O que de verdade preocupa são as companhias, anteriormente obrigadas, e que faziam da pressão à CVM sua única estratégia de ação. Para estas agora resta explicar em março que vem que não farão as CBPS por A mais B e ainda usar o FRE (formulário de referência) para explicar porque não integram os ODS (agenda 2030), não realizam inventário de gases de efeito estufa e não publicam o próprio relatório de sustentabilidade ou integrado, se valendo do relate ou explique.
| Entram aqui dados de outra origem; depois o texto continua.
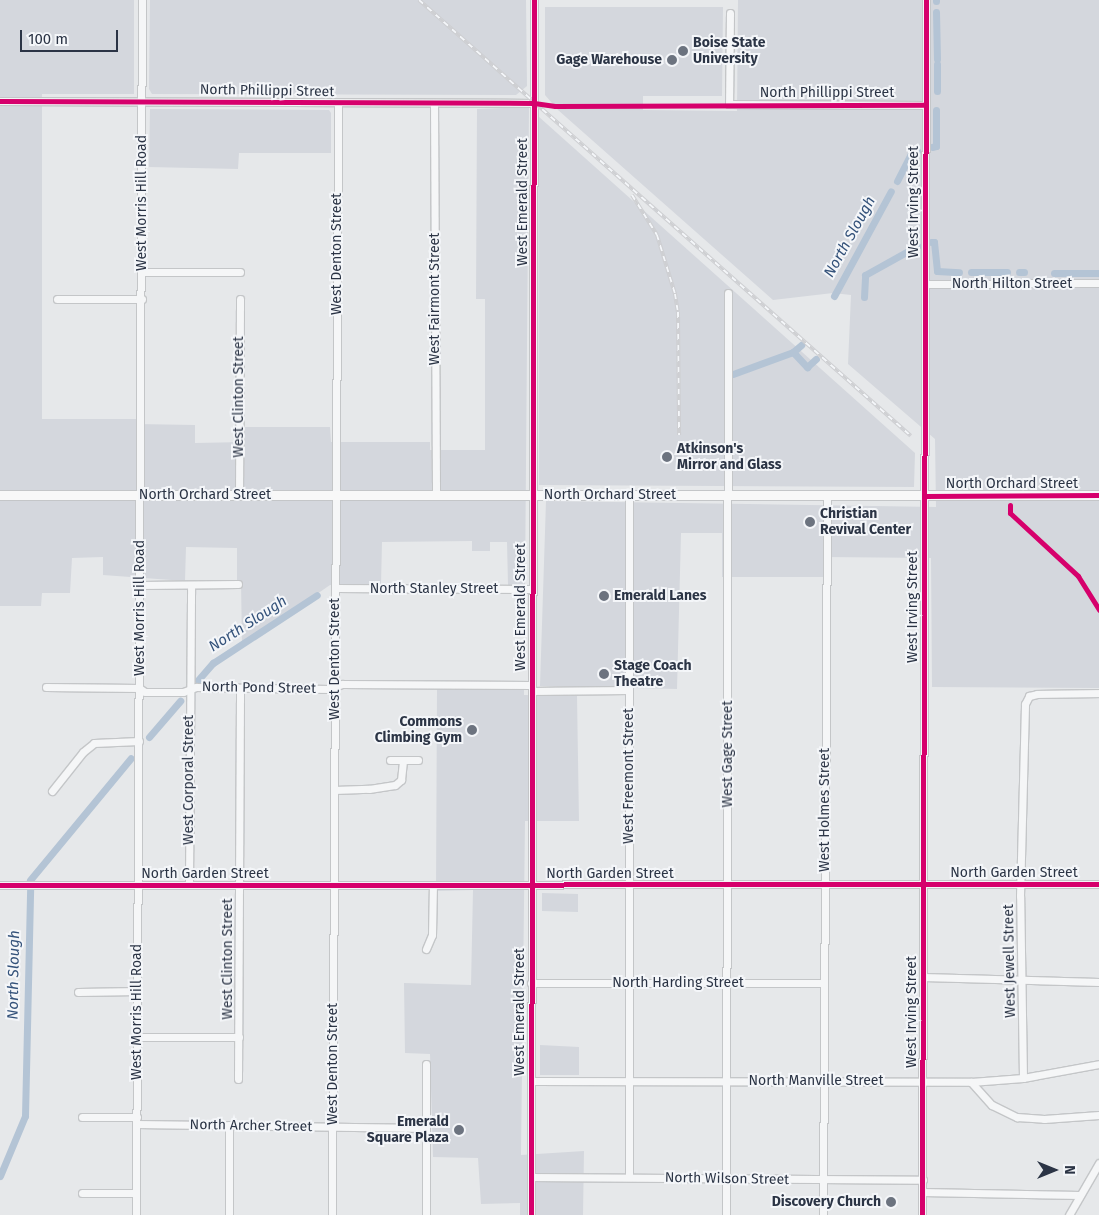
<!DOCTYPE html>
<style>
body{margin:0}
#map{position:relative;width:1099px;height:1215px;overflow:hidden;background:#e6e8ea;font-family:"Fira Sans",sans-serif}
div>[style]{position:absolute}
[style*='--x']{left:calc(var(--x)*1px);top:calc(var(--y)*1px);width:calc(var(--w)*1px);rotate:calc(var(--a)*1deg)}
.built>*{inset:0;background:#d4d7dd}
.canal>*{height:7px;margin:-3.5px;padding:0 3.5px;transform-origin:3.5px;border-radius:3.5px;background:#b4c4d5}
.roads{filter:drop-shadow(1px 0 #c4c6c8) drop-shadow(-1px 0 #c4c6c8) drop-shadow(0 1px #c4c6c8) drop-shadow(0 -1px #c4c6c8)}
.minor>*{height:7px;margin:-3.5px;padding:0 3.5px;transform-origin:3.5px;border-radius:3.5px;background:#f5f6f7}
.major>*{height:9px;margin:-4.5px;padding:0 4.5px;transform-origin:4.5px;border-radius:4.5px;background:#f8f8f8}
.rail>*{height:4px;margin-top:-2px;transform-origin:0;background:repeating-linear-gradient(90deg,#f4f6f9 0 5.5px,#cecfd2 0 11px);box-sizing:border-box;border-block:1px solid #cecfd2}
.cycleway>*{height:5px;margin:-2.5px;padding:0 2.5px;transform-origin:2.5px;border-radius:2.5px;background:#d6006c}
.dots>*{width:14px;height:14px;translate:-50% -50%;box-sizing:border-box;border:2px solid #f4f6f9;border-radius:50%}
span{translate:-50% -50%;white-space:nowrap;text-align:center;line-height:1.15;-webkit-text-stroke:4px #f4f6f9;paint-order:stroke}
.poi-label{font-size:14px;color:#2b3445;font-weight:700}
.left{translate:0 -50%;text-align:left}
.right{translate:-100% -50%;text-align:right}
.street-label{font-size:14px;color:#2b3445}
.water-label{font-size:15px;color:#34527a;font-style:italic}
.north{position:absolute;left:1029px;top:1145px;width:50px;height:50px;-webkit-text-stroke:4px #f4f6f9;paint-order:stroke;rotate:90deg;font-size:14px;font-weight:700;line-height:20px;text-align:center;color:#2b3445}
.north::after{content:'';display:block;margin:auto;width:18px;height:22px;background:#2b3445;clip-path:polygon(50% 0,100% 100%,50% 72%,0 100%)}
.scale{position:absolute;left:20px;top:30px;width:98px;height:22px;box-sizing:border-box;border:2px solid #2b3445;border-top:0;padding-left:6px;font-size:15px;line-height:18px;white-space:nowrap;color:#2b3445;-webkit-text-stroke:4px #f4f6f9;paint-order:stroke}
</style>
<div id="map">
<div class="built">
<div style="clip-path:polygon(0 0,134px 0,134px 94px,42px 94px,42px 419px,136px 419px,136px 424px,195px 425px,195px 443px,245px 442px,245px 427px,330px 427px,331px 442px,430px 442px,430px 450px,485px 450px,485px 299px,476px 299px,477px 109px,529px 107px,525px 585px,508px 585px,507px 542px,490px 542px,490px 551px,472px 551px,472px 541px,382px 542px,381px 585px,330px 585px,242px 646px,241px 581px,237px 580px,237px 548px,186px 547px,185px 581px,103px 575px,103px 557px,72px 558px,70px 593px,42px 593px,41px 606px,0 606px)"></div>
<div style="clip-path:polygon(150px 0,526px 0,527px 86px,516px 95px,152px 94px,149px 89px)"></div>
<div style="clip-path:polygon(738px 0,1099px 0,1099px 688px,932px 687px,931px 558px,825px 557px,824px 577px,722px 577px,722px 533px,681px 533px,677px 689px,540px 686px,546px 501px,936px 507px,935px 439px,848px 364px,851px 295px,833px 293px,773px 300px,558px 110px,545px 95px,545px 7px,723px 7px,722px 96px,643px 96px,643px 110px,737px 111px)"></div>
<div style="clip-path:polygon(150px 109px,329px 110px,331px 113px,331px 153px,239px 153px,238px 169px,149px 167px)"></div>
<div style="clip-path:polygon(538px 116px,915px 453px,914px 487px,539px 485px)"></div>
<div style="clip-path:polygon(437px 689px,524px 690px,524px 695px,577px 696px,579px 821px,525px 821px,521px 1155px,584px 1151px,583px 1215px,520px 1215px,520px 1203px,481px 1204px,478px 1158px,433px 1157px,430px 1054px,405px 1053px,404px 983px,471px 985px,473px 890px,436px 891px)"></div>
<div style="clip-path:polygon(542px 893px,578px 894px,578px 912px,542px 911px)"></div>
<div style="clip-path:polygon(540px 1045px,579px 1047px,579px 1075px,540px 1075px)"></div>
</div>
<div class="canal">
<div style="--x:936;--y:0;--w:1;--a:90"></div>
<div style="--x:936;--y:12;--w:47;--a:88.8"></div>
<div style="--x:937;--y:91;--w:27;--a:-90"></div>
<div style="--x:932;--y:147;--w:4;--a:-14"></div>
<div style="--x:936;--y:146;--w:36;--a:-90"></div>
<div style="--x:897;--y:181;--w:30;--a:-63"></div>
<div style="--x:911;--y:154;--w:7;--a:-27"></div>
<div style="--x:931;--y:242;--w:3;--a:0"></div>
<div style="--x:934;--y:242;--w:29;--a:84"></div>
<div style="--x:937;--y:271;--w:22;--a:3"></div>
<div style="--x:971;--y:272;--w:36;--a:0"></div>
<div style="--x:1019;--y:272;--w:5;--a:0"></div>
<div style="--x:1054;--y:273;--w:45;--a:0"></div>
<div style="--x:834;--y:296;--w:119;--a:-61.5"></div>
<div style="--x:864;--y:297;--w:22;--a:-87"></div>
<div style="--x:865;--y:275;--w:60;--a:-29.1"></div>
<div style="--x:793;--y:352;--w:21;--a:47"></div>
<div style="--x:807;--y:367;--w:12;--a:-42"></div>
<div style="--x:733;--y:374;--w:64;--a:-20.1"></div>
<div style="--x:793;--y:352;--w:11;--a:-41"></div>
<div style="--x:198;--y:680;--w:23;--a:-49"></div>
<div style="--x:213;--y:663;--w:124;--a:-33.2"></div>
<div style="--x:149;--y:737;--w:48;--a:-49.3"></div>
<div style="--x:30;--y:880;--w:158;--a:-50.4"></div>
<div style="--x:0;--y:1176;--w:65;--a:-67.4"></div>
<div style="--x:25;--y:1116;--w:227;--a:-88.7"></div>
</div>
<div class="roads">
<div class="minor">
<div style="--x:730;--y:13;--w:91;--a:90.6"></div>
<div style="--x:729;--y:104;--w:196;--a:0.3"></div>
<div style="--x:0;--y:101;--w:534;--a:0.21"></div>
<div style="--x:434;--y:103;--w:392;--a:89.7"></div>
<div style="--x:142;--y:272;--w:98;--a:0"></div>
<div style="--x:925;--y:284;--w:174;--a:-0.3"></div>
<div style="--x:57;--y:299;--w:85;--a:0"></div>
<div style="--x:239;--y:495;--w:196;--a:-89.7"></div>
<div style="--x:141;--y:585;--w:97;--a:-0.6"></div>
<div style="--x:336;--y:588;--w:196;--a:0.3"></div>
<div style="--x:46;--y:687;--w:93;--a:0.6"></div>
<div style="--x:139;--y:688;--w:7;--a:34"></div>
<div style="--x:145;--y:692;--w:38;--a:0"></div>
<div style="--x:183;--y:692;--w:14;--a:-21"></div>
<div style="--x:196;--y:687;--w:133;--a:0.9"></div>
<div style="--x:329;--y:689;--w:14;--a:-21"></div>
<div style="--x:342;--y:684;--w:190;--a:0.3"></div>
<div style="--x:532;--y:691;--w:97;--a:-0.6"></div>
<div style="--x:390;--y:760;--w:28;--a:0"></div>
<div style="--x:334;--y:790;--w:35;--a:-2"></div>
<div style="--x:369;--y:789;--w:26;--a:-9"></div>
<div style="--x:395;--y:785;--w:8;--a:-40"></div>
<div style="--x:401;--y:780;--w:20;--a:-84"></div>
<div style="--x:52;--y:791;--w:50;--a:-51.5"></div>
<div style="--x:83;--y:752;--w:14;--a:-39"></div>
<div style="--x:94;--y:743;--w:45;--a:-2.5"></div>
<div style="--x:0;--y:885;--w:1099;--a:-0.05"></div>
<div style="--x:189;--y:885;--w:300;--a:-89.6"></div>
<div style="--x:426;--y:949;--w:15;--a:-67"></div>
<div style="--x:432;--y:935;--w:50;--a:-88.9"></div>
<div style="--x:923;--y:977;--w:176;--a:1.6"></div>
<div style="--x:531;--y:983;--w:293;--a:0"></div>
<div style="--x:78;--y:992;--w:60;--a:-1"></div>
<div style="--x:137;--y:1037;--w:102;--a:0"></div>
<div style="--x:1023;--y:1078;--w:182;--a:-90.9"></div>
<div style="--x:1020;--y:896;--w:192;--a:-88.5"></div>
<div style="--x:1025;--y:704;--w:9;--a:-63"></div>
<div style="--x:1029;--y:696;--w:8;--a:-14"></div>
<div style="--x:1037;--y:694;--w:62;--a:-0.9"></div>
<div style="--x:238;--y:1079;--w:391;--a:-89.7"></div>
<div style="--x:531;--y:1081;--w:440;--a:0.1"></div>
<div style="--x:971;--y:1082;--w:52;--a:-4.4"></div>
<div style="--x:1023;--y:1078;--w:77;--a:-10.4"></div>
<div style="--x:971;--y:1082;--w:31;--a:48"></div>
<div style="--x:992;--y:1105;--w:28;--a:26"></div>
<div style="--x:1017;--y:1117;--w:27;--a:4"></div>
<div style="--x:1044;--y:1119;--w:55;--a:-4.2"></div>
<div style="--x:82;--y:1117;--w:55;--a:0"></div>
<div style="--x:137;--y:1124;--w:289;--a:0.8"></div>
<div style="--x:629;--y:1176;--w:681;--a:-90"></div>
<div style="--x:531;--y:1177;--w:392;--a:0.4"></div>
<div style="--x:922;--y:1192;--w:158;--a:1.1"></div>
<div style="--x:82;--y:1193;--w:54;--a:0"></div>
<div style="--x:136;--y:1215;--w:1215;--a:-89.72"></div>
<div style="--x:229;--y:1215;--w:90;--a:-90"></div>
<div style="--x:332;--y:1215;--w:1112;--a:-89.69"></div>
<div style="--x:426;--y:1215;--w:151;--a:-90"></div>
<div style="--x:531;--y:1215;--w:1215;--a:-89.86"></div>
<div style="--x:726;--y:1215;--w:922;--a:-89.88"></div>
<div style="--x:823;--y:1215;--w:720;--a:-89.68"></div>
<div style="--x:922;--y:1215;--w:1215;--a:-89.81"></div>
<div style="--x:1069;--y:1215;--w:60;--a:-60"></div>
</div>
<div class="major">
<div style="--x:0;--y:495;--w:1099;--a:0"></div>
</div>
</div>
<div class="rail">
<div style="--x:419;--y:0;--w:657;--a:41.55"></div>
<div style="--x:632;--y:195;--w:47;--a:58"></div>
<div style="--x:657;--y:235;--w:62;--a:73"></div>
<div style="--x:675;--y:294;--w:18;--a:81"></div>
<div style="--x:678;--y:312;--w:123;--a:89.5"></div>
</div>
<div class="cycleway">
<div style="--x:0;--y:101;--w:534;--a:0.21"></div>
<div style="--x:534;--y:103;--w:21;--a:8"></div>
<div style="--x:555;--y:106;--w:370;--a:-0.2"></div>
<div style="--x:924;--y:496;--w:175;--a:-0.3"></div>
<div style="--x:1010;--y:505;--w:8;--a:90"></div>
<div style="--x:1010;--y:513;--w:93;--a:42.8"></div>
<div style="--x:1078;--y:576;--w:40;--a:58"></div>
<div style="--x:0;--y:885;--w:1099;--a:-0.05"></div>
<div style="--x:531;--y:1215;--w:1215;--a:-89.86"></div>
<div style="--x:922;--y:1215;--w:1215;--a:-89.81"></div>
</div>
<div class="dots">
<div style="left:683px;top:51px;background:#6c737f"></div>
<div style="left:672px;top:60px;background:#6c737f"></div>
<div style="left:667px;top:457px;background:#6c737f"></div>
<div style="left:810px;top:522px;background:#6c737f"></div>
<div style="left:604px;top:596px;background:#6c737f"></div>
<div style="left:604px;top:674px;background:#6c737f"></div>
<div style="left:472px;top:730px;background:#6c737f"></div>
<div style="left:459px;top:1130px;background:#6c737f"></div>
<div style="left:891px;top:1202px;background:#6c737f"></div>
</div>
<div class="poi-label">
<span class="left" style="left:693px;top:51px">Boise State<br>University</span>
<span class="right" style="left:662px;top:60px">Gage Warehouse</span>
<span class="left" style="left:677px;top:457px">Atkinson's<br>Mirror and Glass</span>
<span class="left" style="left:820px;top:522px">Christian<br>Revival Center</span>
<span class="left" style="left:614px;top:596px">Emerald Lanes</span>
<span class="left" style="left:614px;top:674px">Stage Coach<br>Theatre</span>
<span class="right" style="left:462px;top:730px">Commons<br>Climbing Gym</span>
<span class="right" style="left:449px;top:1130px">Emerald<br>Square Plaza</span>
<span class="right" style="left:881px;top:1202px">Discovery Church</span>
</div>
<div class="street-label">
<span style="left:267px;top:91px;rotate:1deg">North Phillippi Street</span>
<span style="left:827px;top:93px">North Phillippi Street</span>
<span style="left:523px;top:202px;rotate:-90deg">West Emerald Street</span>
<span style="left:914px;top:202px;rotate:-90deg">West Irving Street</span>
<span style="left:142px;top:203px;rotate:-90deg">West Morris Hill Road</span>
<span style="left:337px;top:254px;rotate:-90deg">West Denton Street</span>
<span style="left:1012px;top:284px">North Hilton Street</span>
<span style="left:435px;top:299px;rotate:-90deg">West Fairmont Street</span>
<span style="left:239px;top:397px;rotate:-90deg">West Clinton Street</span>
<span style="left:1012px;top:484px">North Orchard Street</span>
<span style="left:205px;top:495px">North Orchard Street</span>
<span style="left:610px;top:495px">North Orchard Street</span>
<span style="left:434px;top:589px">North Stanley Street</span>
<span style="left:521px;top:607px;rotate:-90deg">West Emerald Street</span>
<span style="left:913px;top:607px;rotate:-90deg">West Irving Street</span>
<span style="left:140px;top:608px;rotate:-90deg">West Morris Hill Road</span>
<span style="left:335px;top:659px;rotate:-90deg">West Denton Street</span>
<span style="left:259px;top:688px;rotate:1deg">North Pond Street</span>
<span style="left:728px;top:754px;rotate:-90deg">West Gage Street</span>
<span style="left:629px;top:776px;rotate:-90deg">West Freemont Street</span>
<span style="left:189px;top:780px;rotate:-90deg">West Corporal Street</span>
<span style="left:825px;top:810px;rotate:-90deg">West Holmes Street</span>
<span style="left:1014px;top:873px">North Garden Street</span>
<span style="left:205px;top:874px">North Garden Street</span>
<span style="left:610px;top:874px">North Garden Street</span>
<span style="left:228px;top:959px;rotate:-90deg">West Clinton Street</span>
<span style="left:1010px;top:961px;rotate:-91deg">West Jewell Street</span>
<span style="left:678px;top:983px">North Harding Street</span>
<span style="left:137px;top:1012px;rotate:-90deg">West Morris Hill Road</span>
<span style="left:520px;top:1012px;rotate:-90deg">West Emerald Street</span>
<span style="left:912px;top:1012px;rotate:-90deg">West Irving Street</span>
<span style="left:333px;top:1064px;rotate:-90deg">West Denton Street</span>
<span style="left:816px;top:1081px">North Manville Street</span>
<span style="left:251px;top:1126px;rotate:1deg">North Archer Street</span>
<span style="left:727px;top:1179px;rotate:1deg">North Wilson Street</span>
</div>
<div class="water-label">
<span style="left:850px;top:237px;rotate:-61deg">North Slough</span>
<span style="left:248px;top:624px;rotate:-33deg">North Slough</span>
<span style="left:14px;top:975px;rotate:-89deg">North Slough</span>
</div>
<div class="north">N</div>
<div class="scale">100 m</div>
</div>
Aqui vale trazer o que o CFO de uma empresa listada falou em uma recente reunião de implementação das CBPS: “queremos fazer para gerar valor para a companhia e não para cumprir uma obrigação apenas”. Ele realmente entendeu o real motivo de uma norma que pretende conectar as informações de sustentabilidade ao financeiro.

Os investidores, por outro lado, possuem ferramentas cada vez mais sofisticadas de análise e busca de dados de qualquer empresa e muitos, já desacreditados do compromisso das empresas, preferem usar seus próprios escores e relatórios para decidir onde investir.

A empresa que constrói sua narrativa a partir de ações de gestão focadas na sua materialidade e com visão estratégica serão as que terão maior poder de influência nas decisões dos investidores, além de, obviamente, garantirem longevidade aos seus negócios.